-- Opening Marker --

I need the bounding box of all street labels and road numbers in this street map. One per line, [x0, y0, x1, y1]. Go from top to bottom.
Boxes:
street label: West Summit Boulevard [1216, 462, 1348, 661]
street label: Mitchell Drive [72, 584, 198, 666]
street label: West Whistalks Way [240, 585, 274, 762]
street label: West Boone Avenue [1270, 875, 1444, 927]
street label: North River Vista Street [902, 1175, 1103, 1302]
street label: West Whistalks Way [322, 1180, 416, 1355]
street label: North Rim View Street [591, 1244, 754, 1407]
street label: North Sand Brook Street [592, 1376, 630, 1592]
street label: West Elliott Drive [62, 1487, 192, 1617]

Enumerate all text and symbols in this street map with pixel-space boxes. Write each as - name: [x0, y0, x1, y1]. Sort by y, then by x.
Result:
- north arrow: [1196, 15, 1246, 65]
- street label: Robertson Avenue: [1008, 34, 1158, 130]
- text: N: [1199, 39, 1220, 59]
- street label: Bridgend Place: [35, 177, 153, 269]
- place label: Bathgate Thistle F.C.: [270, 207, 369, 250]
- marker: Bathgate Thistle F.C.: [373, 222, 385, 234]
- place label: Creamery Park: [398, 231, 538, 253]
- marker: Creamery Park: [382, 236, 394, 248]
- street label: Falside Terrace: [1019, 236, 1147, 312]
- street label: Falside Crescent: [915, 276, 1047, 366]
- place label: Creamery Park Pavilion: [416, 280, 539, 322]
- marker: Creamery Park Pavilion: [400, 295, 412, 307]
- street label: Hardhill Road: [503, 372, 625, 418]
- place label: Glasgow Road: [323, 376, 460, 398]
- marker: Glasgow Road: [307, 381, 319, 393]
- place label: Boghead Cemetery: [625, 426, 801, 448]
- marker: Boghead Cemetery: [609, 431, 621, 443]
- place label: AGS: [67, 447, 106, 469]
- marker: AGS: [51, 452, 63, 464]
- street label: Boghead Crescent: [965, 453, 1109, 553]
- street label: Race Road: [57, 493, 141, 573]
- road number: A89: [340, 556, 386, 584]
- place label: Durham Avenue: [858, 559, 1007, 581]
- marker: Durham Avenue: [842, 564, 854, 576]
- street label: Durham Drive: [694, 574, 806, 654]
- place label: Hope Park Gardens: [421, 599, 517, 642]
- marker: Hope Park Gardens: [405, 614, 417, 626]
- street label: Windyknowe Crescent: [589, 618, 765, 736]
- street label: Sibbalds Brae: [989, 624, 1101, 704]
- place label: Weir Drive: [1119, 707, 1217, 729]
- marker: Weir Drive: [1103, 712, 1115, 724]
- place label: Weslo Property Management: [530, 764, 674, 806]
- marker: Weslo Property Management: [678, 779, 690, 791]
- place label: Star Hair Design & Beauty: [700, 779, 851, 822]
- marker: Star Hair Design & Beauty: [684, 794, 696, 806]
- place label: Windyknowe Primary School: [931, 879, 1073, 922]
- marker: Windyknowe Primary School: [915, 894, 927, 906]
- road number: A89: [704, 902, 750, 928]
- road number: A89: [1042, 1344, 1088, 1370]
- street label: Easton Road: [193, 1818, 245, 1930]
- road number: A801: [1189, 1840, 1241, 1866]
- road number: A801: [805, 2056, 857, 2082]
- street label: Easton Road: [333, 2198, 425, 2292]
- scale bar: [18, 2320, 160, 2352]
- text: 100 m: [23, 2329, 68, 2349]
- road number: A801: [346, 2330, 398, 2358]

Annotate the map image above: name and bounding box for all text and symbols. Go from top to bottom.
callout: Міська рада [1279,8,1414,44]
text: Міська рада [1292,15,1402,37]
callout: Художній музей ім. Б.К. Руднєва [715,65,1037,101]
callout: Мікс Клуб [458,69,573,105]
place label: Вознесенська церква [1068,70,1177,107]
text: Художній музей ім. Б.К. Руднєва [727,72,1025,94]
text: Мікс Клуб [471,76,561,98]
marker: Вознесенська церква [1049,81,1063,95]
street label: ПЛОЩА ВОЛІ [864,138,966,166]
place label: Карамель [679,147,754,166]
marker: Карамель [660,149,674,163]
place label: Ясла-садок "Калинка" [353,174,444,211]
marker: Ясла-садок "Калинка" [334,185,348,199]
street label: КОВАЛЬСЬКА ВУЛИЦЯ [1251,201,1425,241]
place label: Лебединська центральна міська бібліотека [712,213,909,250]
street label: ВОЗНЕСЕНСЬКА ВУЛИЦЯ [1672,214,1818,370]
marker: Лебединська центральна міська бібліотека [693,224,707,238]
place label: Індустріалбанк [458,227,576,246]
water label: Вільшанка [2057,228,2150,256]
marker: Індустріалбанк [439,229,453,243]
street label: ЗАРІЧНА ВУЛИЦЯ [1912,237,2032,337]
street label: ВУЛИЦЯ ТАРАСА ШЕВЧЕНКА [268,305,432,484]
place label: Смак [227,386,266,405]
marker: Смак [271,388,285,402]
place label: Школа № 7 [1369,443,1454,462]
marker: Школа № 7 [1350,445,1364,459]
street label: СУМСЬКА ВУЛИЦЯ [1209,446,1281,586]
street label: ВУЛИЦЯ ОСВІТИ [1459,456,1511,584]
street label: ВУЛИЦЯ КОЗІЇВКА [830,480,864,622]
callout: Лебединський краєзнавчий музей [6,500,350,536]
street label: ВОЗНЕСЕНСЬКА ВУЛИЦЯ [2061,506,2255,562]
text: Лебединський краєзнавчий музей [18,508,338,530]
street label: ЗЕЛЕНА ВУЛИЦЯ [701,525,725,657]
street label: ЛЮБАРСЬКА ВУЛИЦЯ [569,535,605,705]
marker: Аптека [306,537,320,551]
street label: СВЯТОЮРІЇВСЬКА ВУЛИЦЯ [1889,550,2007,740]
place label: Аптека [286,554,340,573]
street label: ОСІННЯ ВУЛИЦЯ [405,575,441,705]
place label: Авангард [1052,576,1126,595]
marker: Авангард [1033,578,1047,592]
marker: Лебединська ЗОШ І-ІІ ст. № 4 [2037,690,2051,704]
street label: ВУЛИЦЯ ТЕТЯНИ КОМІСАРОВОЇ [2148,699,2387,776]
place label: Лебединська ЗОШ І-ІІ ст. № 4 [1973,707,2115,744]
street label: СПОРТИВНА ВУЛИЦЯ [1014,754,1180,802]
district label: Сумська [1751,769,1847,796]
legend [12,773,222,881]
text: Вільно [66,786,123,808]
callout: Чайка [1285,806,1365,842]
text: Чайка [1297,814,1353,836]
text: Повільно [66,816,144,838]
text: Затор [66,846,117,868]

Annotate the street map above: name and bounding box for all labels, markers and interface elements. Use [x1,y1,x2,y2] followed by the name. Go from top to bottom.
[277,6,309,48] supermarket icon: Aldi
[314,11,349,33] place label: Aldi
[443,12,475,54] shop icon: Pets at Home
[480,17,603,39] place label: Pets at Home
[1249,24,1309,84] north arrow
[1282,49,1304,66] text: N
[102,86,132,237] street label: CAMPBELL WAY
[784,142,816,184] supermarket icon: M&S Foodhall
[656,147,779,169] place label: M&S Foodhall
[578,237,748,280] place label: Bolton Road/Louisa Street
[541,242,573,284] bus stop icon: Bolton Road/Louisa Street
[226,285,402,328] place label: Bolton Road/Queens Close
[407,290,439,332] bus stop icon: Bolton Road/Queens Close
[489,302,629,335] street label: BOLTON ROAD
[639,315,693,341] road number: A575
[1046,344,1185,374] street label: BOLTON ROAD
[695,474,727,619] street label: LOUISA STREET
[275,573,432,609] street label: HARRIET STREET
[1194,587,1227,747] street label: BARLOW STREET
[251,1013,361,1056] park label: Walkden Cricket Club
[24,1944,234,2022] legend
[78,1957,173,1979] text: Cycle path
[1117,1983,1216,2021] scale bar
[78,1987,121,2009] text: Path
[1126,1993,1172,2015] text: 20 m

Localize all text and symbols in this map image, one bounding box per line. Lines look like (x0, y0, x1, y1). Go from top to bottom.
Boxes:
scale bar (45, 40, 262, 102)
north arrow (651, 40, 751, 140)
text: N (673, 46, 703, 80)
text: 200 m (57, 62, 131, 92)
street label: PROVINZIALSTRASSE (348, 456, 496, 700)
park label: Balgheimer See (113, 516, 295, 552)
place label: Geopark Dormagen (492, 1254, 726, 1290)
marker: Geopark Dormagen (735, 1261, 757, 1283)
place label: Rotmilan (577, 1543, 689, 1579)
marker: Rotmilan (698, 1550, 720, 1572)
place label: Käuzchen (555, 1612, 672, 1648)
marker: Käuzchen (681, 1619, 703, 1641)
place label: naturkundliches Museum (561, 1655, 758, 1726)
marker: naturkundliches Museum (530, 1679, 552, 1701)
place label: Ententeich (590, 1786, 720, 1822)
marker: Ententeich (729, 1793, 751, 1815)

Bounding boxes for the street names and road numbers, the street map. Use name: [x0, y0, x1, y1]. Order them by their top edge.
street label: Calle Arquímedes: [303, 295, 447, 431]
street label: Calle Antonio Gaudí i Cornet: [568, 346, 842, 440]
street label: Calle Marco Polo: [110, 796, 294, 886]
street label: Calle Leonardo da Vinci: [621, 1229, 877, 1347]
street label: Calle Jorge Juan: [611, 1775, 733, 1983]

-- Closing Marker --

:: WHAT IS NEEDED ::
All lines from the one that contains "Localize all text" through the end of the listing above should be copied exactly, with nothing else.

:: SOLUTION TO THIS TASK ::
Localize all text and symbols in this map image, one bounding box per line. Lines look like (x0, y0, x1, y1). Go from top to bottom.
Boxes:
scale bar (45, 40, 262, 102)
north arrow (651, 40, 751, 140)
text: N (673, 46, 703, 80)
text: 200 m (57, 62, 131, 92)
street label: PROVINZIALSTRASSE (348, 456, 496, 700)
park label: Balgheimer See (113, 516, 295, 552)
place label: Geopark Dormagen (492, 1254, 726, 1290)
marker: Geopark Dormagen (735, 1261, 757, 1283)
place label: Rotmilan (577, 1543, 689, 1579)
marker: Rotmilan (698, 1550, 720, 1572)
place label: Käuzchen (555, 1612, 672, 1648)
marker: Käuzchen (681, 1619, 703, 1641)
place label: naturkundliches Museum (561, 1655, 758, 1726)
marker: naturkundliches Museum (530, 1679, 552, 1701)
place label: Ententeich (590, 1786, 720, 1822)
marker: Ententeich (729, 1793, 751, 1815)

Bounding boxes for the street names and road numbers, the street map. Use name: [x0, y0, x1, y1]. Order them by their top edge.
street label: Calle Arquímedes: [303, 295, 447, 431]
street label: Calle Antonio Gaudí i Cornet: [568, 346, 842, 440]
street label: Calle Marco Polo: [110, 796, 294, 886]
street label: Calle Leonardo da Vinci: [621, 1229, 877, 1347]
street label: Calle Jorge Juan: [611, 1775, 733, 1983]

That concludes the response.